See what nuclear technology means to India. India needs nuclear power and nuclear weapons. There are, in the world, 22,000 nuclear bombs, 8,000 actively targeted at one another’s perceived enemy. China has some 240 bombs targeted mostly at India. Pakistan has some 80 bombs targeted only at India. India has 100, less than a third of both. No one deeply concerned for India can even remotely undermine nuclear technology for power or weapons. On the other side, our energy security, heavily import-dependent, is at risk. We, a sixth of humanity, remain a burden on the world. Shamefully. We import oil, coal and gas. Our energy imports is $100 billion a year. Of which, coal imports, now 100 billion tons, alone cost $5 billion; it will reach $45 billion in 2020, $250 billion by 2050. We today produce 1,50,000MW of electricity. We need to raise it, by over six times, to 9,50,000MW, by 2030. This is not doable through imported fuel. It needs no seer to tell us that, in the long run, we need indigenously fuelled power. For which a prime candidate is nuclear power.
Now, compare the environmental and human risk in thermal and nuclear power. The risk in one is the merit of the other. Experts say that a 1,000MW coal power plant causes annually 400 deaths by air pollution and climatic change. Nuclear energy does risk accidents — but once in decades — just four accidents in 60 years, involving 66 direct and 4,000 related deaths. It is far less risky compared thermal power. Air accidents kill some 1,000 persons in the world annually. Traffic accidents killed 1.14 lakh people in 2007 in India alone. Yet to think of banning coal, nor air or automobile travel will be laughable. The balance sheet of nuclear energy is thus superior, less risky, and more clean. Why do some brand nuclear power as evil? Now see how do we produce nuclear power and also weaponise India.
Now uranium drives our nuclear programme. Our minimal uranium reserves are mainly located in Khasi Hills in Meghalaya, Jaduguda in Jharkhand and Tummalappalle in Andhra Pradesh. Global uranium trade is political, controlled by the Nuclear Suppliers Group (NSG). The NSG sells uranium only to an approved country and its nuclear reactors are subject to NSG supervision. India signed a loaded nuclear treaty with the US only to win the NSG approval to access imported uranium. Now 14 of our 22 nuclear reactors are subject to global supervision. Only the unsupervised eight are usable for producing nuclear weapons. India can import uranium from the NSG for its nuclear power reactors, but import is only a short term answer, and costly for a country of our size. To fuel large nuclear power plants and for energy security, we cannot rely on imported uranium for long. Ultimately it has to be indigenous fuel. Fortunately, we have the world’s largest deposit of thorium, an alternative to uranium and the nuclear fuel of future. We are perfecting the technology to use thorium for producing power. But, till that happens, we need to mine indigenous uranium, first, to reduce the dependence on imports for our nuclear power programme and, next, for operating the eight reactors to produce nuclear weaponry. The two facts are self evident. And now lift the veil and see the common faces behind the two decade-old Khasi Hills agitation against uranium mining and the agitation against the Koodankulam nuclear power plant — that is against nuclear India itself.

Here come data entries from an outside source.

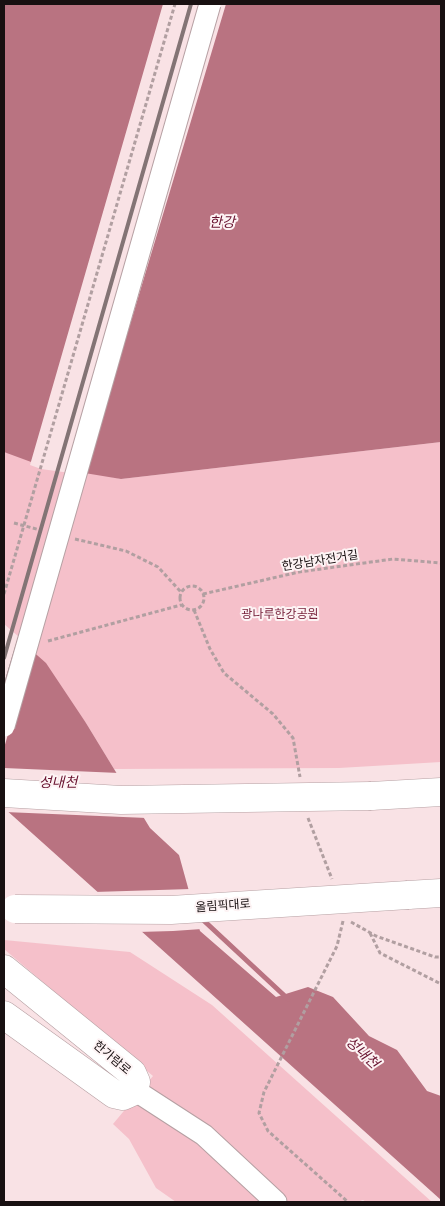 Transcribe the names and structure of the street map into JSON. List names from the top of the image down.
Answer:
{
  "streets": {
    "main road": ["올림픽대로", "한가람로"],
    "path": ["한강남자전거길"]
  },
  "water": ["한강", "성내천"],
  "parks": ["광나루한강공원"]
} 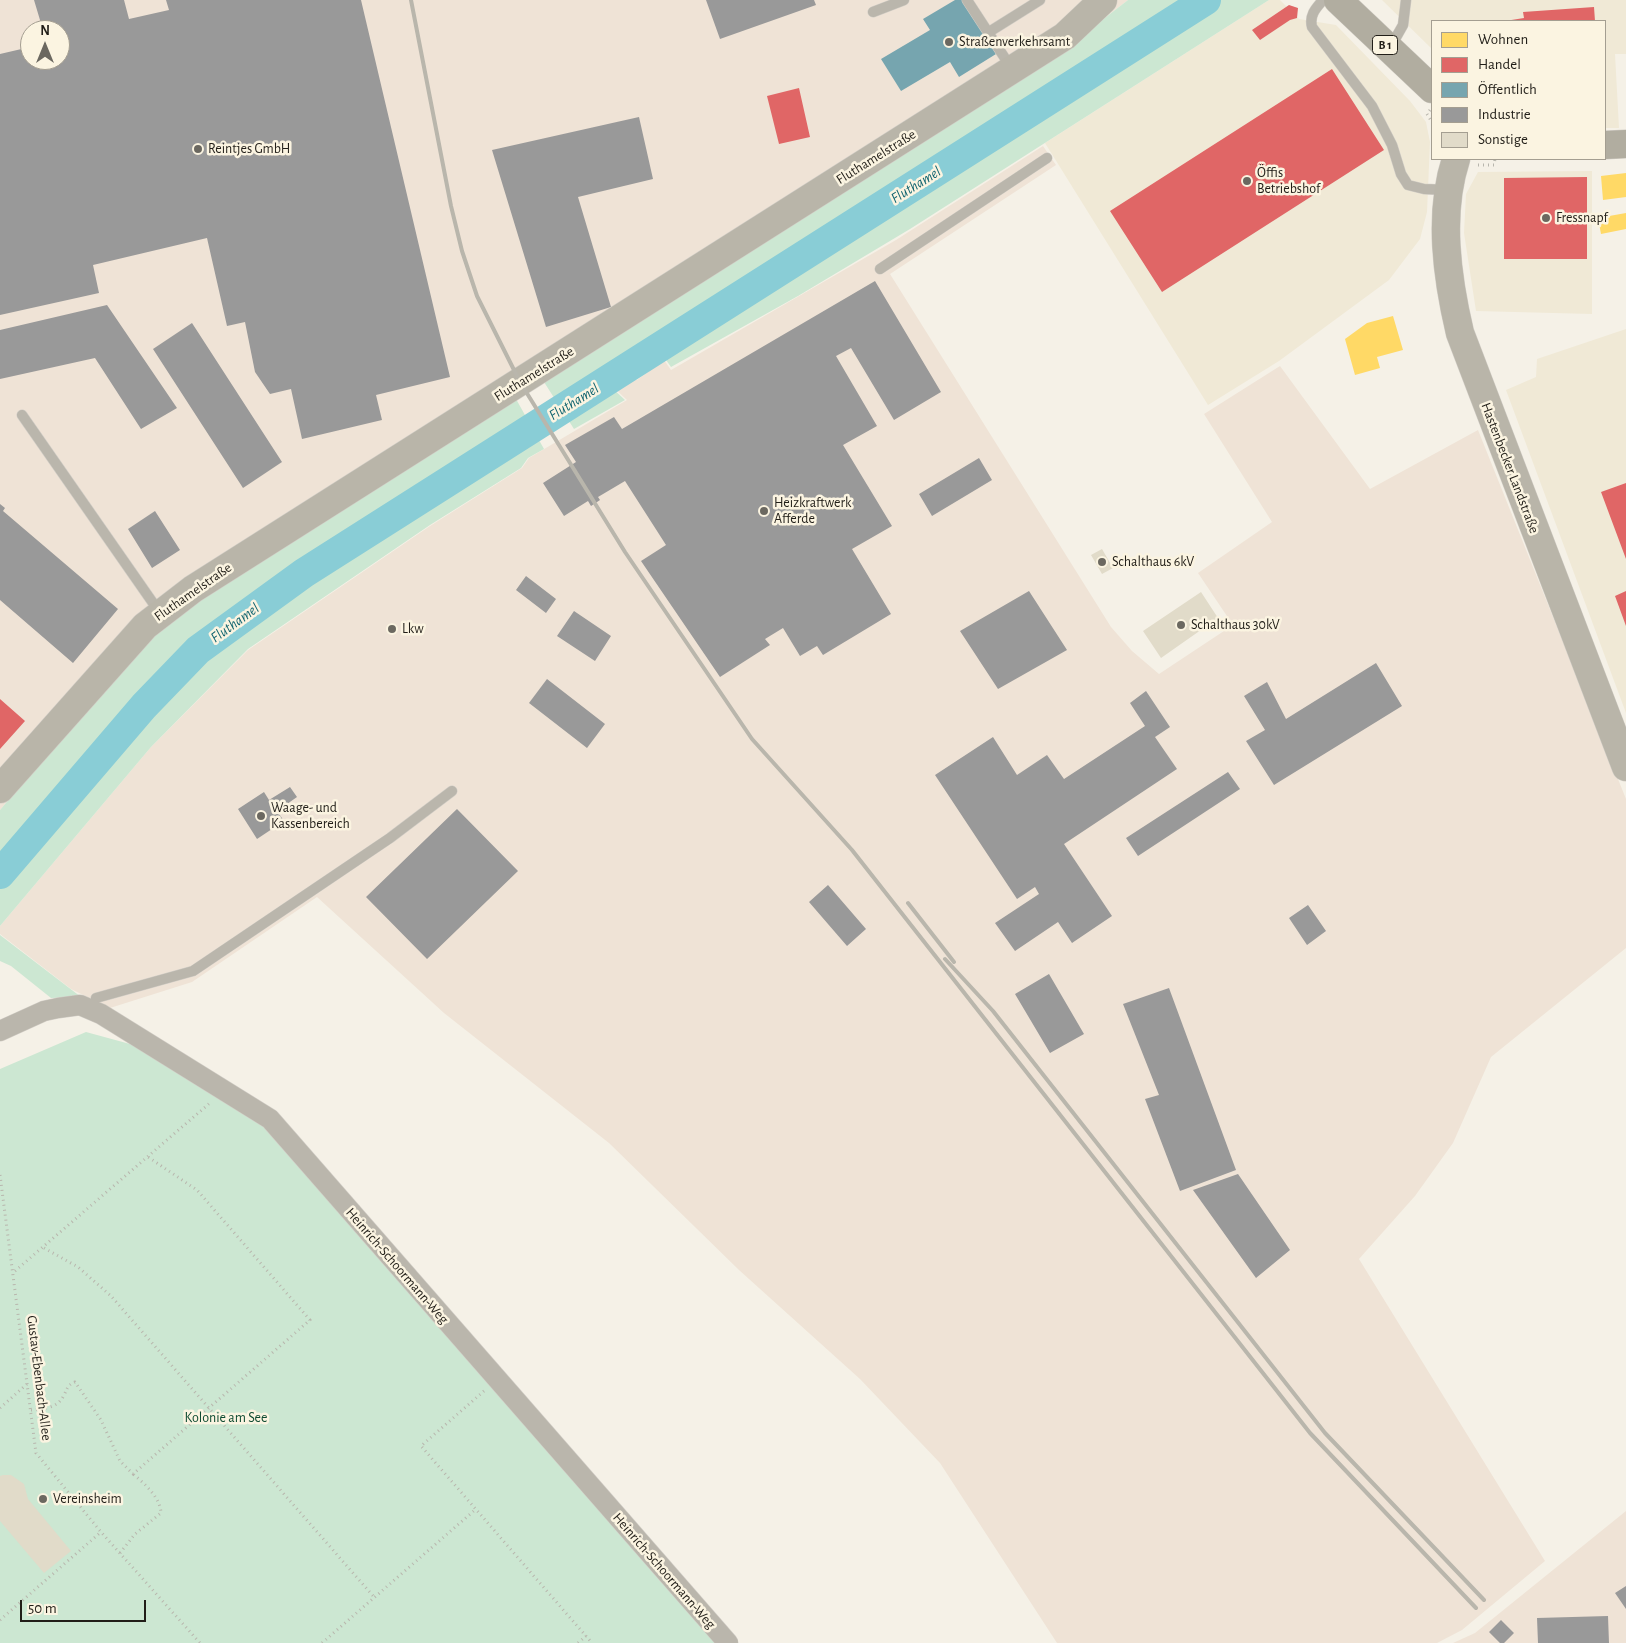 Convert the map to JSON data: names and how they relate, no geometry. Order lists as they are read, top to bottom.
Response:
{
  "streets": {
    "main road": ["B 1", "Fluthamelstraße", "Hastenbecker Landstraße"],
    "street": ["Heinrich-Schoormann-Weg"],
    "path": ["Gustav-Ebenbach-Allee"]
  },
  "water": ["Fluthamel"],
  "parks": ["Kolonie am See"],
  "places": [
    "Straßenverkehrsamt",
    "Reintjes GmbH",
    "Öffis Betriebshof",
    "Fressnapf",
    "Heizkraftwerk Afferde",
    "Schalthaus 6kV",
    "Schalthaus 30kV",
    "Lkw",
    "Waage- und Kassenbereich",
    "Vereinsheim"
  ],
  "legend": [
    "Wohnen",
    "Handel",
    "Öffentlich",
    "Industrie",
    "Sonstige"
  ],
  "scale_bar": "50 m",
  "north": "top"
} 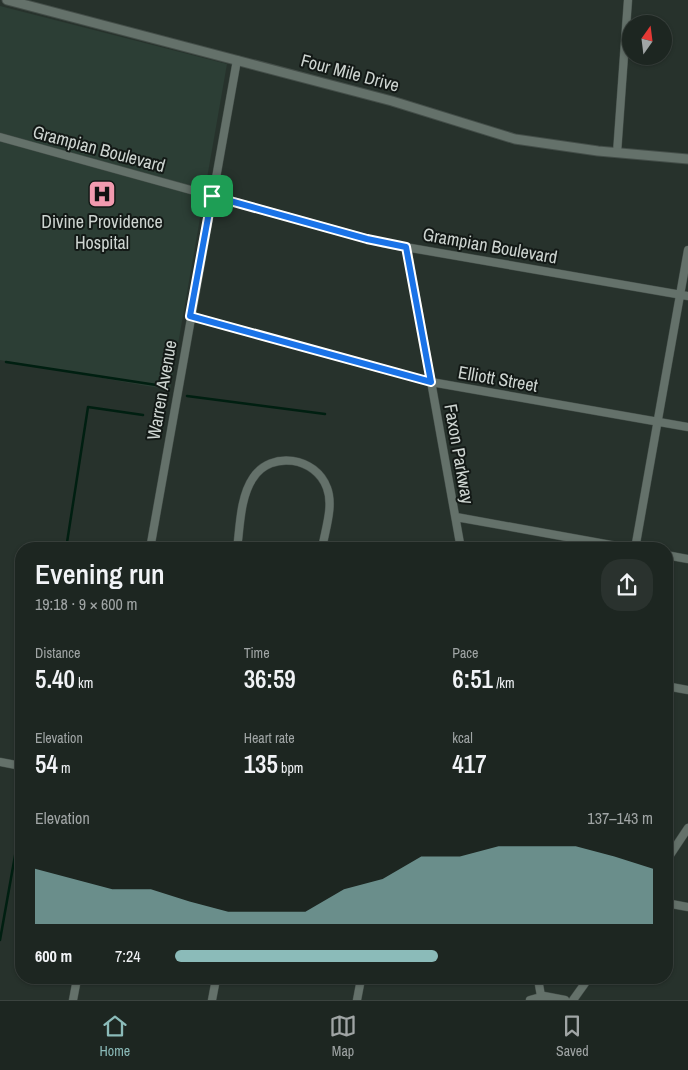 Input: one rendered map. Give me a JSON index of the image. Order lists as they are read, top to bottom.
{
  "streets": {
    "street": [
      "Four Mile Drive",
      "Grampian Boulevard",
      "Elliott Street",
      "Warren Avenue",
      "Faxon Parkway"
    ]
  },
  "crossings": [
    ["Four Mile Drive", "Warren Avenue"],
    ["Grampian Boulevard", "Warren Avenue"],
    ["Grampian Boulevard", "Faxon Parkway"],
    ["Elliott Street", "Warren Avenue"],
    ["Elliott Street", "Faxon Parkway"]
  ],
  "places": {
    "hospital": ["Divine Providence Hospital"]
  },
  "north": "top",
  "page": {
    "heading": ["Evening run", "19:18 · 9 × 600 m"],
    "stats": [
      ["Distance", "5.40 km"],
      ["Time", "36:59"],
      ["Pace", "6:51 /km"],
      ["Elevation", "54 m"],
      ["Heart rate", "135 bpm"],
      ["kcal", "417"]
    ],
    "chart": ["Elevation", "137–143 m"],
    "list": [
      {
        "name": "600 m",
        "note": "7:24"
      }
    ],
    "tabs": ["Home", "Map", "Saved"]
  }
}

That the Koodankulam stir is the show of the Catholic Church has become out, but a bit late. Neutral media reports now confirm that S P Udaykumar, who leads the agitation, stays with the parish priest Father Jaikumar at Idinthakarai village; Fr Jaikumar openly supports the stir; Fr Thadyuse, the priest of the church in Koodankulam, too is forthright in his support; Fr S Peter, priest at the popular St Antony’s Church in the coastal village Ovary, sends his flock to partake in the relay fast at Idinthakarai; local Christians priests confirm that the Bishop at Tirunelveli supports the stir. The church hierarchy is therefore fully at it. According to reports, transport, cash and biriyani are provided to mobilise protesters and they are motivated to throw stones at the maintenance officials of the plant to force its closure. Remove the church, the agitation will stop.
Now see the face behind the agitation in the Christian-majority Meghalaya, which has a sixth of India’s uranium reserves. Not a kilogramme of uranium has been mined out of Meghalaya since 1990, thanks to 20-year long agitation by Khasi Hills students against mining it. The church in Meghalaya is backing, actually organising, the students. Violent incidents, blockade, picketing, huge rallies, setting fire to government offices and paralysing government marked the agitation (http://wise-uranium.org/upinml.html). And who talks for the agitators? The archbishop of Shillong, Dominic Jala. (http://www.cathnewsindia.com/2009/10/29/uranium-mining-archbishop-wants-dialogue-2/). Take the church out, there will be no stir. Even the uranium reserve in Jharkhand is at risk. A huge tribal campaign, with NGOs patronised by the church backing it, is thwarting uranium mining in Jharkhand.
QED: The campaign against mining uranium in Meghalaya and against the Koodankulam nuclear plant is by the same directors and actors with global links and money. Their target is nuclear India. They are driven by a geopolitical agenda to de-nuke India. But they actually nuke India.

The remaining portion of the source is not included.